Choc et désolation après la mort de 10 Syriens dans une frappe israélienne au Liban

  • Ce raid est l'un des plus meurtriers depuis le début des attaques du Hezbollah contre Israël le 8 octobre
  • Le mouvement islamiste libanais affirme soutenir ainsi le Hamas au pouvoir dans la bande de Gaza, où Israël a déclenché la guerre après l'attaque sans précédent sur son sol du mouvement islamiste palestinien le 7 octobre

BEYROUTH: Des proches en larmes ont afflué samedi à l'hôpital Cheikh Ragheb après qu'une frappe aérienne israélienne a tué dans la nuit 10 Syriens, dont deux enfants, qui avaient fui la guerre en Syrie pour la retrouver dans le sud du Liban.

Ce raid est l'un des plus meurtriers depuis le début des attaques du Hezbollah contre Israël le 8 octobre.
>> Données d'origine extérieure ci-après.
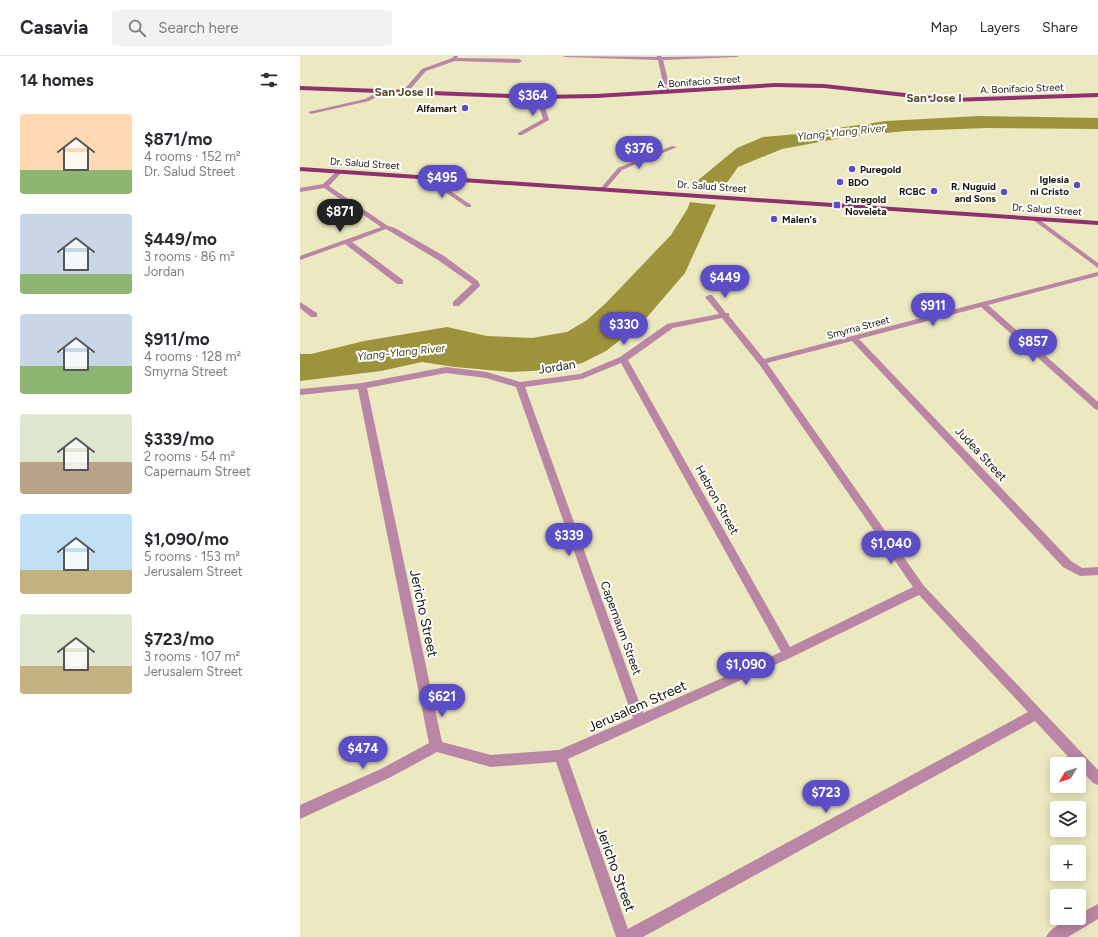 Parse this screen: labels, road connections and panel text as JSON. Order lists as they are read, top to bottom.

Le mouvement islamiste libanais affirme soutenir ainsi le Hamas au pouvoir dans la bande de Gaza, où Israël a déclenché la guerre après l'attaque sans précédent sur son sol du mouvement islamiste palestinien le 7 octobre.

Samedi, l'armée israélienne a affirmé avoir frappé "un entrepôt d'armes du Hezbollah" à Nabatieh, près de la frontière israélienne.

A l'hôpital, consternation et colère se mêlaient aux pleurs des proches des victimes, pour beaucoup des femmes inconsolables vêtues de noir.

"Deux des enfants de ma sœur ont été tués, un autre est en soins intensifs et mon autre neveu y est également", raconte Houssein Al-Houssein, en énumérant les membres de sa famille tués ou blessés pendant qu'"ils dormaient".

"C'étaient de jeunes ouvriers, et l'armée de l'air israélienne les a pris pour cible", accuse-t-il.

Les échanges de tirs transfrontaliers entre le Hezbollah et Israël sont quasi quotidiens depuis le 8 octobre. Ces violences se sont intensifiées après la mort fin juillet du chef militaire du Hezbollah dans une frappe israélienne près de Beyrouth.

Selon l'agence de presse libanaise ANI, le raid a visé une "usine de blocs de béton" dans une zone industrielle. Les morts étaient des réfugiés et employés syriens, a-t-elle précisé.

"Ils n'avaient rien à voir avec la guerre (...), ils étaient venus ici pour gagner leur vie", témoigne Omar al-Chahoud, un employé de l'usine.

Linceuls rouges 

Dans une pièce voisine, des proches pleuraient une famille de quatre personnes: le concierge, sa femme et leurs deux enfants, indique à l'AFP un proche. Leurs corps ont été enveloppés dans draps rouges ornés de fleurs.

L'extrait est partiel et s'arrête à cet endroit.